What is more troubling is that the narrative that covid will never actually go away is one that the mainstream media is starting to trumpet as well. As the WSJ reported earlier this week, while “vaccination drives hold out the promise of curbing Covid-19, but governments and businesses are increasingly accepting what epidemiologists have long warned: The pathogen will circulate for years, or even decades, leaving society to coexist with Covid-19 much as it does with other endemic diseases like flu, measles, and HIV.”

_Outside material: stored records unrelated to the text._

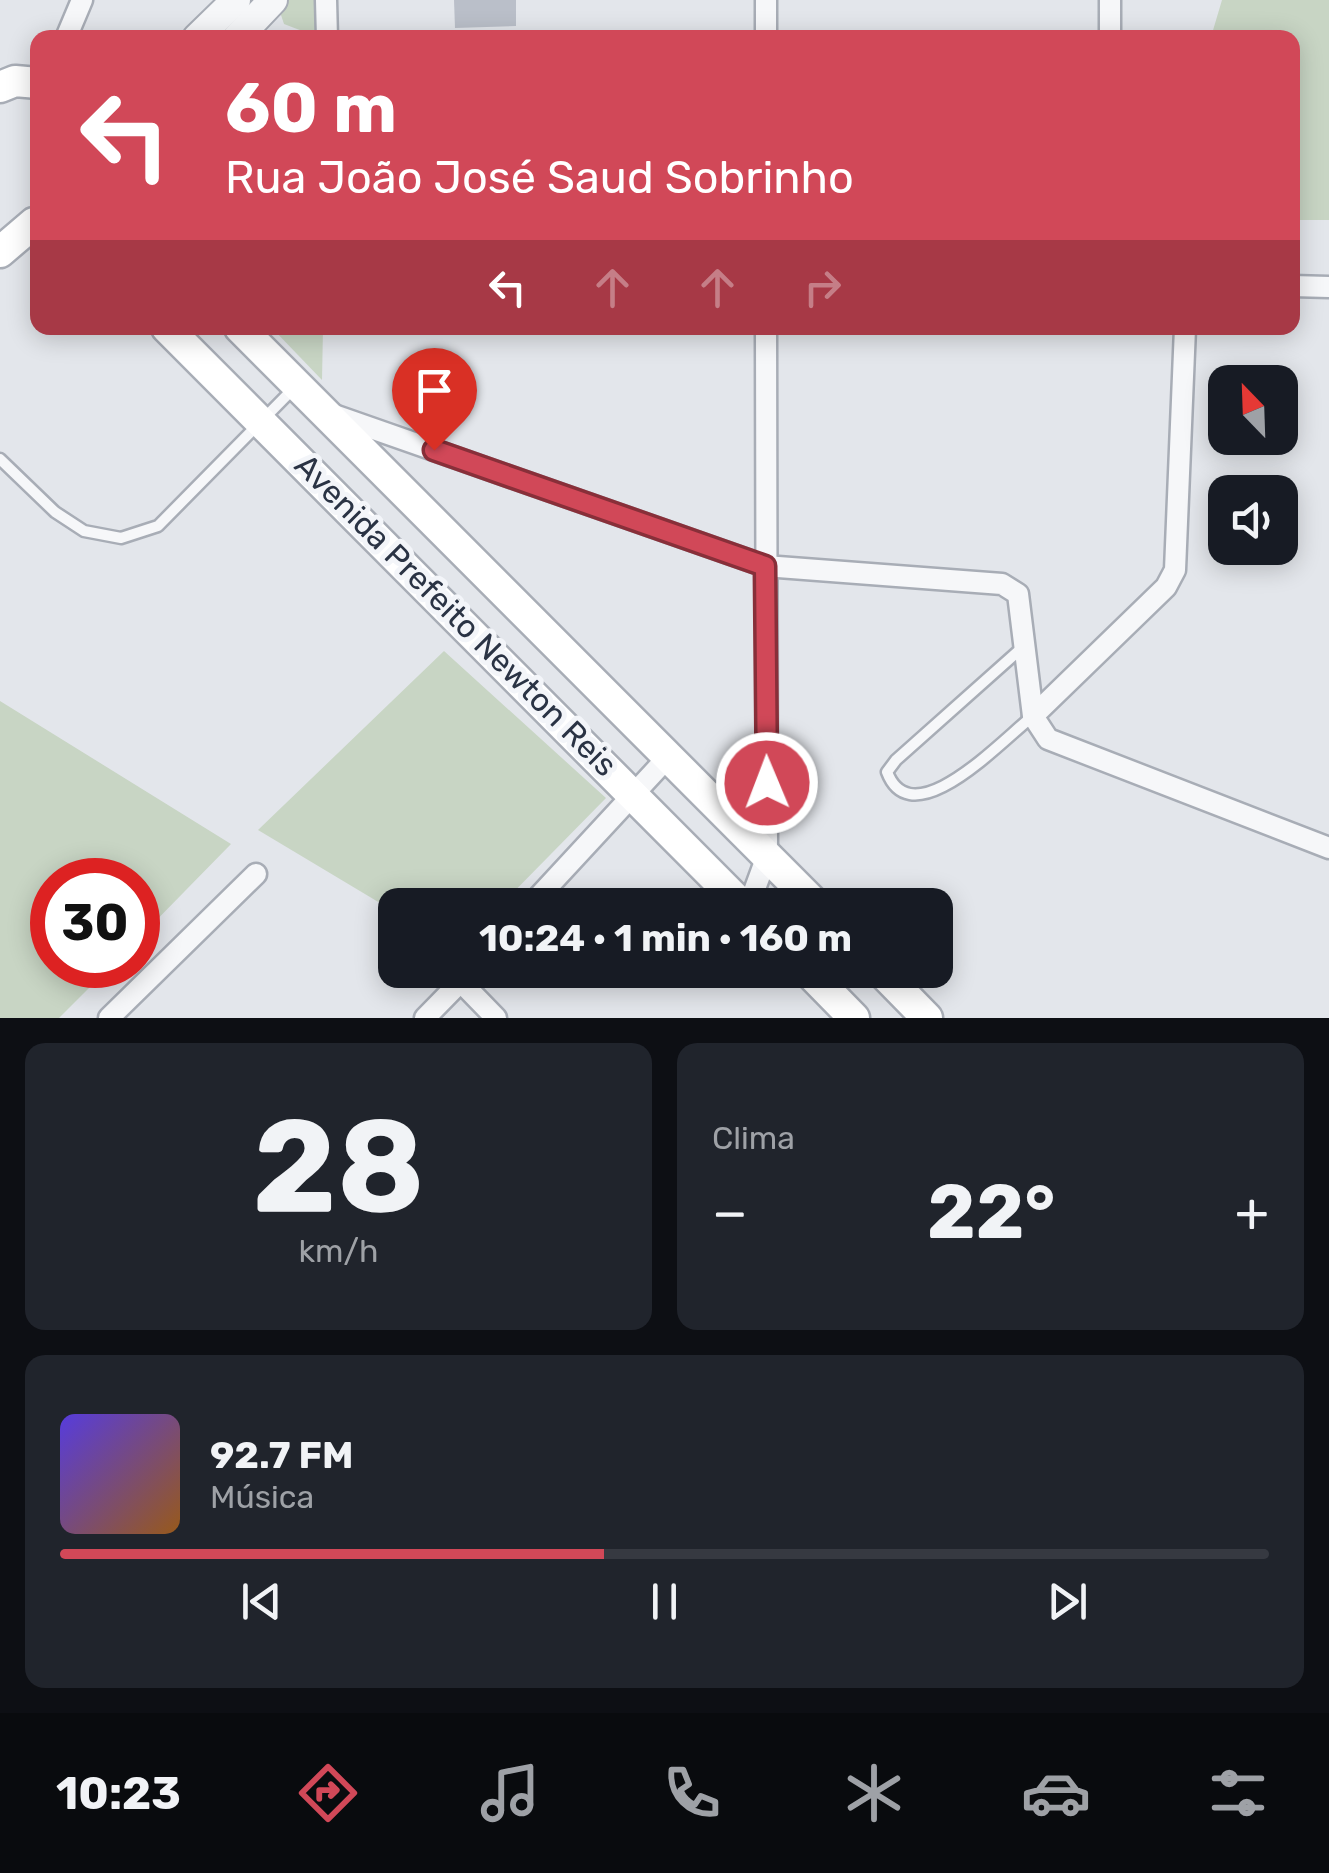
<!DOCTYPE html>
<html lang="pt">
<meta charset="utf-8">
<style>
body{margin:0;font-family:Rubik,sans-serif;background:#20242c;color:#f1f3f6;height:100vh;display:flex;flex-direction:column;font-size:38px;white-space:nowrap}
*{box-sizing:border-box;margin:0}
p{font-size:32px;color:#9ea1a6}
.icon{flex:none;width:55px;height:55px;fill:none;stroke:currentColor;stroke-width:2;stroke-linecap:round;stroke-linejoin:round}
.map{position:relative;height:1018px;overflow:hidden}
.side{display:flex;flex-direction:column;gap:25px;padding:25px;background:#0d0f14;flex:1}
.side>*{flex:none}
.banner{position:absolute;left:30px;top:30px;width:1270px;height:305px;border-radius:20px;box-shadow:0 5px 25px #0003;background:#d14858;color:#fff;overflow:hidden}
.needle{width:65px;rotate:337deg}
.tools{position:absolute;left:1208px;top:365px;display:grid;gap:20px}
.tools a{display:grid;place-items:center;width:90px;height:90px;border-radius:20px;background:#171b24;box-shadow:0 5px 25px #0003;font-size:50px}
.speed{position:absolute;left:30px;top:858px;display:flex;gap:20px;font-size:50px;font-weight:700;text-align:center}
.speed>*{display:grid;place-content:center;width:130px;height:130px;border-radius:50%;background:#171b24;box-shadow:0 5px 25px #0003;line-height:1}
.speed .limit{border:15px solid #d22;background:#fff;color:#111}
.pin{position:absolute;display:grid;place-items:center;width:85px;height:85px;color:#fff;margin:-102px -42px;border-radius:50% 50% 50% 0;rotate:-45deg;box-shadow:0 0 10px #0007}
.pin .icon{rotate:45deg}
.me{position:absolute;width:110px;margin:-55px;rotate:359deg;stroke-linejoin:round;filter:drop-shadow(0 0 8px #0008)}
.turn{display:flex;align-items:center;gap:35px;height:210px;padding:0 30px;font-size:45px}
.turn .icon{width:130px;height:130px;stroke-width:2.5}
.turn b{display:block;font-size:70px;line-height:85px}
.lanes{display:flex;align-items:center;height:95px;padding:0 30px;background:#0003;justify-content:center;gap:50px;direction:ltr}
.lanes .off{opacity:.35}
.big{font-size:75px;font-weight:700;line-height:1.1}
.side .tile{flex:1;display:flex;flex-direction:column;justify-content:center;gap:15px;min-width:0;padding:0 35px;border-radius:20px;background:#20242c}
.side .dial{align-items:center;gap:0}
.dial b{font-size:130px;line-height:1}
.song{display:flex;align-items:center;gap:30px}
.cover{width:120px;height:120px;border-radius:15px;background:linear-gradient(135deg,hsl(250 70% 55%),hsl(30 70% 35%))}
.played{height:10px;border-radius:5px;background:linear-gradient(90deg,#d14858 45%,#363941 45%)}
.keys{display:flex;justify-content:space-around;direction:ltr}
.heat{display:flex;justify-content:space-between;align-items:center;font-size:55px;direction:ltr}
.side .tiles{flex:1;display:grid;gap:25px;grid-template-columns:1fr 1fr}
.tile:last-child{grid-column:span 2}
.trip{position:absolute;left:378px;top:888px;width:575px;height:100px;border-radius:20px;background:#171b24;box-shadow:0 5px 25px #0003;font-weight:700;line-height:100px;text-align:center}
.tabs{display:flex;height:160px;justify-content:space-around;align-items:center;background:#090b0e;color:#9ea1a6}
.tabs .icon{width:70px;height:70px}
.tabs .selected{color:#d14858}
.tabs b{font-size:45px;color:#f1f3f6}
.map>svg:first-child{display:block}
.green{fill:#c8d5c4}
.building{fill:#babfc9}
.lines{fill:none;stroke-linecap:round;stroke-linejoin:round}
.service-casing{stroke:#a8adb6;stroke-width:15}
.minor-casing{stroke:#a8adb6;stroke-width:25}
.tertiary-casing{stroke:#a8adb6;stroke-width:32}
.secondary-casing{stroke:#a8adb6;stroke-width:35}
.service{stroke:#f6f7f9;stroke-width:10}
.minor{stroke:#f6f7f9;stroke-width:20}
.tertiary{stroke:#f6f7f9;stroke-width:28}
.secondary{stroke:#fff;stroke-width:30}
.route-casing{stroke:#882f39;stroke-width:25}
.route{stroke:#d14858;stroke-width:18}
.labels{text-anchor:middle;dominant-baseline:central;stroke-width:10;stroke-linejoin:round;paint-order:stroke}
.street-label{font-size:32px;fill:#2a3344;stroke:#f3f5f9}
</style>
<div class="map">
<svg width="1329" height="1018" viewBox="0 0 1329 1018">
<rect width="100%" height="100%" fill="#e3e6eb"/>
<g class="green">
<path d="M284 0H325L318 37 284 24 279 9Z"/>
<path d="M1222 0H1329V220H1293L1292 38 1211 37Z"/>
<path d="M272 328H323L322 380Z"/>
<path d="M444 651 606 798 501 905H395V912L258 830Z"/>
<path d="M0 701 231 844 138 939V880H52V965H112L59 1018H0Z"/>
</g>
<path class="building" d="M454 0H516V26L455 28Z"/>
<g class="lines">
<defs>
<g id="service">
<path d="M0 459 55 512 84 531 121 538 158 526 296 386"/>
<path d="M1024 646 896 760 887 772C912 838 1002 740 1033 716"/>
</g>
<g id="minor">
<path d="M326 0 327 38"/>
<path d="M1110 0V38"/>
<path d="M66 38 82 0"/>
<path d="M766 38V0"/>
<path d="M1292 286 1329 287"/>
<path d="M331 414 765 566 1002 584 1018 594 1033 716 1048 739 1329 848"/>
<path d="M1033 716 1166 587 1175 570 1185 328"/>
<path d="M531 905 668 757"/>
<path d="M749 905 767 856 766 328"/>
<path d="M461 982 496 1018"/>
<path d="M109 1018 256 874"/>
<path d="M425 1018 472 970"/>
</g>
<g id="tertiary">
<path d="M197 38 236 0"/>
<path d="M237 38 273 0"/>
</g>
<g id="secondary">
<path d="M0 87 15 81 38 83"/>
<path d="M0 252 34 223"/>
<path d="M167 328 742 905"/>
<path d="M240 328 816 905"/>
<path d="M807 970 854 1018"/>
<path d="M880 970 927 1018"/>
</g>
</defs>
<use href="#service" class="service-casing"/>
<use href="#minor" class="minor-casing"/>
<use href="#tertiary" class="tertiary-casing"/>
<use href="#secondary" class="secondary-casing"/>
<use href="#service" class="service"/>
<use href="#minor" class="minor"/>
<use href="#tertiary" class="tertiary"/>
<use href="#secondary" class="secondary"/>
</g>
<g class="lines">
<defs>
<path id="route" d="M434 450 765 566 767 783"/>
</defs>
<use href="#route" class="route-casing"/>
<use href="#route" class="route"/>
</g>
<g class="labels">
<g class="street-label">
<text transform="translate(456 615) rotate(45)">Avenida Prefeito Newton Reis</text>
</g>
</g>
</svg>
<div class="tools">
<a><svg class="needle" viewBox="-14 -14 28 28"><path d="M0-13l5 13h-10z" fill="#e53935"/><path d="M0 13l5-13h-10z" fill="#9ea1a6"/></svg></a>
<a><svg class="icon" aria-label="sound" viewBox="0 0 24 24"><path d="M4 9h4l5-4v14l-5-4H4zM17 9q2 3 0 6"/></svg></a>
</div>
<div class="speed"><div class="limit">30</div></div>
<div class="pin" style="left:434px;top:450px;background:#d93025"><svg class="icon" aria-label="arrive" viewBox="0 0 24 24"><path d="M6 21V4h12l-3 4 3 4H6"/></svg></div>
<svg class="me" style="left:767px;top:783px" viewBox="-20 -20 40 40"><circle r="17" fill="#d14858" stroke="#fff" stroke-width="3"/><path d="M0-11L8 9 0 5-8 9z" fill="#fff"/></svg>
<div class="trip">10:24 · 1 min · 160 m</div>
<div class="banner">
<div class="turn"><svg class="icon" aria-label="left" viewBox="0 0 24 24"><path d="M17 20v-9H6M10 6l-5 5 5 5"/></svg><div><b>60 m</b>Rua João José Saud Sobrinho</div></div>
<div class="lanes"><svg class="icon" aria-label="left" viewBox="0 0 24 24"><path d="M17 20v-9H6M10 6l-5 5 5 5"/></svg><svg class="icon off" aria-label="ahead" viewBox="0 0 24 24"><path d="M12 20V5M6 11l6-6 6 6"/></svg><svg class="icon off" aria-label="ahead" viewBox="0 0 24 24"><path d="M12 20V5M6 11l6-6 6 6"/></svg><svg class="icon off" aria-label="right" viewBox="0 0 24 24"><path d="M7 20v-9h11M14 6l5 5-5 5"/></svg></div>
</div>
</div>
<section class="side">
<div class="tiles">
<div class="tile dial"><b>28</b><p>km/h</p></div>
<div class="tile"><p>Clima</p>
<div class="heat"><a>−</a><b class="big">22°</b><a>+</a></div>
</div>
<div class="tile">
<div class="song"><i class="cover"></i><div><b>92.7 FM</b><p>Música</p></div></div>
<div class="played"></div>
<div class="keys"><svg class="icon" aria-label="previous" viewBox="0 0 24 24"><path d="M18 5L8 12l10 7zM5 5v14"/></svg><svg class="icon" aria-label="pause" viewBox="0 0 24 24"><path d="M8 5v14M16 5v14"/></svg><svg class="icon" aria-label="next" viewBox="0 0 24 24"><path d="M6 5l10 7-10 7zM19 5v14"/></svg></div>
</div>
</div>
</section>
<nav class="tabs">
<b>10:23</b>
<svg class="icon selected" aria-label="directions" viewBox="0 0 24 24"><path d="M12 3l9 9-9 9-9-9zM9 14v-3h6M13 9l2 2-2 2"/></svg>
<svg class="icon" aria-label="music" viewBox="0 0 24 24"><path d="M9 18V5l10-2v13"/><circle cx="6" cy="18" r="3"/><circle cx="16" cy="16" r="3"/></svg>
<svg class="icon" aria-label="phone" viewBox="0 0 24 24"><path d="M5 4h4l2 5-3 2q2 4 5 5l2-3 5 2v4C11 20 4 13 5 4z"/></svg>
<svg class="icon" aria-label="climate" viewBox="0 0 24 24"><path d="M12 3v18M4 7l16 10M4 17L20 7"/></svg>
<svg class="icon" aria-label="car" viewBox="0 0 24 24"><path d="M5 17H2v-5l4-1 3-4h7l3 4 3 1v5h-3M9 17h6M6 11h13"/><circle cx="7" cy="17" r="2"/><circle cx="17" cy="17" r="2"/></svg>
<svg class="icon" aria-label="filters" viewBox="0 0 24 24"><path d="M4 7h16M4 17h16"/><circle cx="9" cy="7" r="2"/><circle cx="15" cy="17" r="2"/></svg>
</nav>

“Going through the five phases of grief, we need to come to the acceptance phase that our lives are not going to be the same,” said Thomas Frieden, former director of the U.S. Centers for Disease Control and Prevention. “I don’t think the world has really absorbed the fact that these are long-term changes.”

So does that mean masks and social distancing forever? Perhaps:

Endemic Covid-19 doesn’t necessarily mean continuing coronavirus restrictions, infectious-disease experts said, largely because vaccines are so effective at preventing severe disease and slashing hospitalizations and deaths. Hospitalizations have already fallen 30% in Israel after it vaccinated a third of its population. Deaths there are expected to plummet in weeks ahead.

But some organizations are planning for a long-term future in which prevention methods such as masking, good ventilation and testing continue in some form. Meanwhile, a new and potentially lucrative Covid-19 industry is emerging quickly, as businesses invest in goods and services such as air-quality monitoring, filters, diagnostic kits and new treatments.

Of course, it also means that while some zombie companies will exist only thanks to billons in periodic PPP bailouts, other companies will make unprecedented profits as they directly benefit from a perpetual pandemic.

More importantly, it will means constant media propaganda, because any time the administration needs to pass a multi-trillion stimulus – say when ratings sag – it can just crank up the panic dial to max and greenlight itself another multi-trillion fiscal boost which makes the economy ever more artificial and unable to survive on its own two feet absent constant government handouts.

Most importantly it means that tens of millions of people will become perpetual financial wards of the state, cementing any political system that promises constant handouts to all those who no longer have a chance of coping, or survival in a world where universal basic income – which is gradually becoming the norm – is pulled away.